Don’t let this put you off however! As long as the follow the necessary guidelines of lifting correctly and don’t ever substitute good form, then you can continue to reap the rewards of this incredible compound exercise for years to come. The purpose of this article is to highlight 5 commonly reported mistakes associated with squatting in the hope that you can recognise them and steer well clear.
5 Common Squatting Technique Mistakes
It’s sometimes easier to say what not to do than what to do so with that in mind let us take a look at our first common squatting mistake;
- Unracking the loaded barbell awkwardly: On commencing the exercise and removing the barbell from its holding rack, ensure that you are ready to accept the load. Don’t lean forward or be caught off balance. Instead, simply stand directly under the bar in a central position and be satisfied with your foot positioning before commencing the unrack.
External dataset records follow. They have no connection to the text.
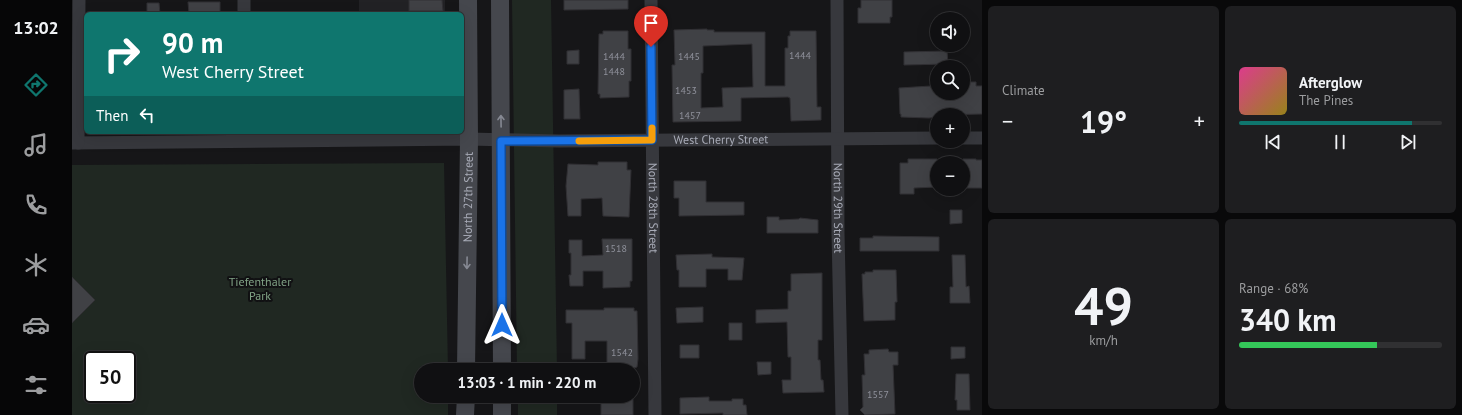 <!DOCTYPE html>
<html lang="en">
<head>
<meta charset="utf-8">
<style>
	body { margin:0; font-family:"PT Sans",sans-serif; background:#1e1e20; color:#f1f3f6; height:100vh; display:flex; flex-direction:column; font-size:15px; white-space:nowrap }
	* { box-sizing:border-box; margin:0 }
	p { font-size:13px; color:#9c9d9f }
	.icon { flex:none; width:22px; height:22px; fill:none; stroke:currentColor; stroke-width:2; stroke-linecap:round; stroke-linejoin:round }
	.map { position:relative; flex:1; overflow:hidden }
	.panel { display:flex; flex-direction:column; gap:6px; padding:6px; background:#09090a; width:480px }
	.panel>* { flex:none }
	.top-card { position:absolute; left:12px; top:12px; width:380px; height:122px; border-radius:6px; box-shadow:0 4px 16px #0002,0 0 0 1px #303032; background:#0f766e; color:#fff; overflow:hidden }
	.buttons { position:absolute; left:858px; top:12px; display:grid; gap:8px }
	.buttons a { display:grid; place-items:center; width:40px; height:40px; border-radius:50%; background:#101012; box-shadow:0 4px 16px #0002,0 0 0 1px #303032; font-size:20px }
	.speed { position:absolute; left:12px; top:351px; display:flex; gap:8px; font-size:20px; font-weight:700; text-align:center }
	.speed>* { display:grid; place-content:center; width:52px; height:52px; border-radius:50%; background:#101012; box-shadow:0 4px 16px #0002,0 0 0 1px #303032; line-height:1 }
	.speed .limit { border:2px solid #111; border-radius:6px; background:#fff; color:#111 }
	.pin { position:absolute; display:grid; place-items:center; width:34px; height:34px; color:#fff; margin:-41px -17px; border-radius:50% 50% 50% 0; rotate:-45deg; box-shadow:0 0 4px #0007 }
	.pin .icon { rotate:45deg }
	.me { position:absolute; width:44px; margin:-22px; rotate:0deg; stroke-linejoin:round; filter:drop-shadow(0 0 3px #0008) }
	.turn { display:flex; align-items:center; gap:14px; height:84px; padding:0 12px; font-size:18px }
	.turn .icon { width:52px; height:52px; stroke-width:2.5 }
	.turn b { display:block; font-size:28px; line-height:34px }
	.then { display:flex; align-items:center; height:38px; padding:0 12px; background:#0003; gap:8px; font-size:15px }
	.big { font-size:30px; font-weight:800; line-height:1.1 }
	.panel .widget { flex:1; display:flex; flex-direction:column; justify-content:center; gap:6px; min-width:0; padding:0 14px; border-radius:6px; background:#1e1e20 }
	.panel .dial { align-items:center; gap:0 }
	.dial b { font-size:52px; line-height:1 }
	.song { display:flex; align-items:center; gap:12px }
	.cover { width:48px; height:48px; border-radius:6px; background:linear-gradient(135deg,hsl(330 70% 55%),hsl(50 70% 35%)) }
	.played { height:4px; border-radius:2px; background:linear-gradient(90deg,#0f766e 85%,#303032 85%) }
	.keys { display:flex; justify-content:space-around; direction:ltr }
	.heat { display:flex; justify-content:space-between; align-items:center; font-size:22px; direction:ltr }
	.charge { height:6px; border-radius:3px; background:linear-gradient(90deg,#34c759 68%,#303032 0) }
	.panel .tiles { flex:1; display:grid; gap:6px; grid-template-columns:repeat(2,1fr) }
	.trip { position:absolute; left:342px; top:363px; width:226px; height:40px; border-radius:20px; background:#101012; box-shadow:0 4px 16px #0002,0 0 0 1px #303032; font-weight:800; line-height:40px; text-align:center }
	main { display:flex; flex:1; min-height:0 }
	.menu { display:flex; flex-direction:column; width:72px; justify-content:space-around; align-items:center; background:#060607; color:#9c9d9f }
	.menu .icon { width:28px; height:28px }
	.menu .on { color:#0f766e }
	.menu b { font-size:18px; color:#f1f3f6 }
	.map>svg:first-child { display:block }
</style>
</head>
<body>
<main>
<nav class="menu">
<b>13:02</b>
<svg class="icon on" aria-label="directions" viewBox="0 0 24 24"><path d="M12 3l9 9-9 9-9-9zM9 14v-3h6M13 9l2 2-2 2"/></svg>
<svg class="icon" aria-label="music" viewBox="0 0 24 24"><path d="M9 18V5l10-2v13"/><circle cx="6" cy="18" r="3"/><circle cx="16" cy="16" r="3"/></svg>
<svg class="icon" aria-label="phone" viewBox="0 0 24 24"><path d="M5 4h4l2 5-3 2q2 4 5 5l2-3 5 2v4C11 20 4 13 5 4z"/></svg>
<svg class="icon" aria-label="climate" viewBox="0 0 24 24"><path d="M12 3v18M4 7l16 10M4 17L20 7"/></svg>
<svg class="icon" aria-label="car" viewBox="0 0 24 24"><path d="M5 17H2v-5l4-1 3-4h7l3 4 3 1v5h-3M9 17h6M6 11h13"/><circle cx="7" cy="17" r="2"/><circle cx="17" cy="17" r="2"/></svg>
<svg class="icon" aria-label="filters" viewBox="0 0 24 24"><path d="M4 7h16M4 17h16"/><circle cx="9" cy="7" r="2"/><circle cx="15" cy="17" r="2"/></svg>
</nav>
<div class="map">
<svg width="910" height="415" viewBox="0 0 910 415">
	<rect width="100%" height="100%" fill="#161618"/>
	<path fill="#222225" d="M287 0H373V14H287Z"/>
	<path fill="#202822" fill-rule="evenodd" d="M440 0H479L485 370H445Z
		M372 163 376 370H349V396H376V415H0V165ZM21 360H55V394H21Z
		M446 396H485V415H446Z"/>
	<path fill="#404145" stroke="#313034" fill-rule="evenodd" d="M337 0H370L371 11H337Z
		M492 0H556V9L492 10Z
		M789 0H820V17H818V23H786V8H789Z
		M116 2H148V14H117Z
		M75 3H87L88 14H75Z
		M635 29V30H642V32H693V86H713V48H716V36H718V31H744L745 107H749V120L719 121 718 98 716 97 669 98V121L601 122 600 65H603L602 30ZM680 44 681 87 650 88 651 107 629 108V73H631V46Z
		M531 31H556V49H559V81H557V97L528 98V94H526L527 34H531Z
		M507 50V64H495V51Z
		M875 51 876 64 832 65V52Z
		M891 82H904V86H910V114L865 115V117L857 118 829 117V114H828L827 88 859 86V88H865V93H891Z
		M507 89 508 119H492V90Z
		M836 159H865V187L842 188V194H828V163H836Z
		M891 159H904V160H910V188H891Z
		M526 162H555V170H559L557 217 531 216 530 198 509 199V216H496L494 186 496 164 526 165Z
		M602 181H634V202H672V215L607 216V198H602Z
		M878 210H890V223L878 224Z
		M695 217H707V220L727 219 728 218 746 220V233H695Z
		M801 236 867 237V251H788V238H801Z
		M530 239H560V281H558V287L531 288V271H511V286H498L497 275H499V253H497V240H510V256L531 255Z
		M640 254V257L672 258 670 280H656V269H634V287H607V270H605L604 255Z
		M880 255H893L894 287 897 286 898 303H878V287H881Z
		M801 270H824L825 300V302H823V320L792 321 790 274H793V272H801Z
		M750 273V340H746V360H748L749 380H751L752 392 711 393 710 380H719V357H716L715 322 684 323V310L716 309V291H719V274Z
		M0 277 23 300 0 323Z
		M631 307V322L605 323 604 308Z
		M532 308H562V311H565L566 359 565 367 562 368V370H535V341H513V359H500V323H494V310H532Z
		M657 323H670V340H657Z
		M608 345H627V358H608Z
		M879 347H893V358L879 359Z
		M816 349 817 352H826V365H821L823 414 793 415 788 410 791 407 790 375H793L792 354H797V350Z
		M685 362H699V374L686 375Z
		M884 374H897L898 410H885V400H883Z
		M637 397V401H660V399H671V405H674L675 415H651V413L608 414V398Z
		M529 398H561V415H529Z"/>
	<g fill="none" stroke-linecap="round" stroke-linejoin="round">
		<g stroke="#37383d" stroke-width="13">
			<path d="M172 0V14"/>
			<path id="s1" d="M579 0 583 415"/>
			<path id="s2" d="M765 0 766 233 770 415"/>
			<path d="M891 138H910"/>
			<path id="s3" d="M0 143 397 139 487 141 865 138"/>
			<path d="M6 143 7 0"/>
		</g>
		<g stroke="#45474d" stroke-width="18">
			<path d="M428 0 430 370"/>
			<path id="s4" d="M394 370 397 139 396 0"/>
			<path d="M430 396V415"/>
			<path d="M393 415 394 396"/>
		</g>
	</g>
	<defs><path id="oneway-shaft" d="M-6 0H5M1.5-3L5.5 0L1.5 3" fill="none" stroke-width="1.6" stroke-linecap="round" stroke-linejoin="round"/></defs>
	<g stroke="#868993">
		<use href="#oneway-shaft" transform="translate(429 121) rotate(-91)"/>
		<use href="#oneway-shaft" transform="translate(395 263) rotate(91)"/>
	</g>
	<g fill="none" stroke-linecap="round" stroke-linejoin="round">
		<defs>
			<path id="route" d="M430 325 429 141 580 140 579 47"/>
		</defs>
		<use href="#route" stroke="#114b97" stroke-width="10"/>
		<use href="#route" stroke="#1a73e8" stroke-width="7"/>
		<path stroke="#f59e0b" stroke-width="7" d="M507 141 580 140V128"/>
	</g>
	<g text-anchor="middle" stroke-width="4" stroke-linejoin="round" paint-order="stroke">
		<g font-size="10" fill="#8f919b">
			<text x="728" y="59">1444</text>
			<text x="542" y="60">1444</text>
			<text x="617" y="60">1445</text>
			<text x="542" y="75">1448</text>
			<text x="614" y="94">1453</text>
			<text x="618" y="119">1457</text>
			<text x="544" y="252">1518</text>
			<text x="550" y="356">1542</text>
			<text x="806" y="398">1557</text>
		</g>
		<g font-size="12" fill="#a9acb8" stroke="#111113">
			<text dy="4" stroke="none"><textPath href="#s3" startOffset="649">West Cherry Street</textPath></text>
			<text dy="4" stroke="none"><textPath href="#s4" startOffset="173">North 27th Street</textPath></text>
			<text dy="4" stroke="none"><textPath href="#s1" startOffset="208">North 28th Street</textPath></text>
			<text dy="4" stroke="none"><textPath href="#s2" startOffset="208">North 29th Street</textPath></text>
		</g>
		<g font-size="12" fill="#80a285" stroke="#111113">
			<text x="188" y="286">Tiefenthaler<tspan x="188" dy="14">Park</tspan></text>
		</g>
	</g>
</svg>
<div class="buttons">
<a><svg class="icon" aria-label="sound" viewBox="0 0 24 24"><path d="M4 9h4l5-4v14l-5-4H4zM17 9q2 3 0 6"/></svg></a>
<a><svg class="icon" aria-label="search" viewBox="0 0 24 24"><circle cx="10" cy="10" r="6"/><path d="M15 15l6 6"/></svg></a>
<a>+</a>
<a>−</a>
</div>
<div class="speed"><div class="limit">50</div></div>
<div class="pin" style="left:579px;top:47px;background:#d93025"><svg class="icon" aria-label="arrive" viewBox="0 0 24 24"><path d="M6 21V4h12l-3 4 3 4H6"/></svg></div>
<svg class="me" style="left:430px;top:325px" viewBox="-20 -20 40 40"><path d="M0-17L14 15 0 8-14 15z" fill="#1a73e8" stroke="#fff" stroke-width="4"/></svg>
<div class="trip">13:03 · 1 min · 220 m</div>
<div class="top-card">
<div class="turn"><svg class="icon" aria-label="right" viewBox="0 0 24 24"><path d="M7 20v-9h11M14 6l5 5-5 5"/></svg><div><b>90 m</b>West Cherry Street</div></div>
<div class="then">Then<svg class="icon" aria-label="left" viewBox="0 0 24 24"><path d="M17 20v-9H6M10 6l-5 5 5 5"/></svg></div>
</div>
</div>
<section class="panel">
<div class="tiles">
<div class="widget"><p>Climate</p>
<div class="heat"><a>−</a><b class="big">19°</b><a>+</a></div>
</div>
<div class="widget">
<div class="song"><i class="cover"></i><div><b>Afterglow</b><p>The Pines</p></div></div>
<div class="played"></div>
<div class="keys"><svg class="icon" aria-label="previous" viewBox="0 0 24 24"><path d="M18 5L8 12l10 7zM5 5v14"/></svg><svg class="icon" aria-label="pause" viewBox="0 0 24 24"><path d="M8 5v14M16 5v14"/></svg><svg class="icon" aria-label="next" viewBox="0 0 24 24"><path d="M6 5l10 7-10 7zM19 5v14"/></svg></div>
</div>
<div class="widget dial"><b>49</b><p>km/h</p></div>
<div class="widget"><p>Range · 68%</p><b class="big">340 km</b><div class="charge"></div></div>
</div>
</section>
</main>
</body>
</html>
- Positioning the barbell too high: If your neck hurts during or after the completed squats then chances are you’re resting the barbell directly on the bone section of your cervical spine. Allow the bar to sit on your trap region throughout the exercise, which is a padded muscular region, therefore reducing the potential for neck pain and possible injury.
- Achieving a position of misalignment: During the squatting movement the bar should be centralised and your body should be a picture of symmetry. Keep your knees directly over your feet at all times and don’t allow them to loose this line and protrude at any stage. Any misalignment can quickly result in loading issues and ultimately injury.
- Not standing directly in front of a mirror: Squatting is one of the few times you are allowed to stand in front of the mirror and watch yourself workout, so enjoy it! This is not a vain act; it’s a means of monitoring your form and alignment. Just make sure the mirror is in front of you. Having to check a side mirror is pointless and can rapidly result in injury.
- Not undertaking a full range of motion: If you’ve made the effort to go to the gym and made the effort to set up the squatting rack, then you might as well make the effort with the actual exercise and utilise a full range of motion. Partial squats are acceptable to warm up with but if you want to see results then you have to do the hard work. I want to see that ass to grass!
Don’t let squatting get the better of you. By remembering strict form at all times and avoiding these 5 common mistakes often made by individuals then you are on your way to getting the most out of your squatting routine and reaping the rewards it brings.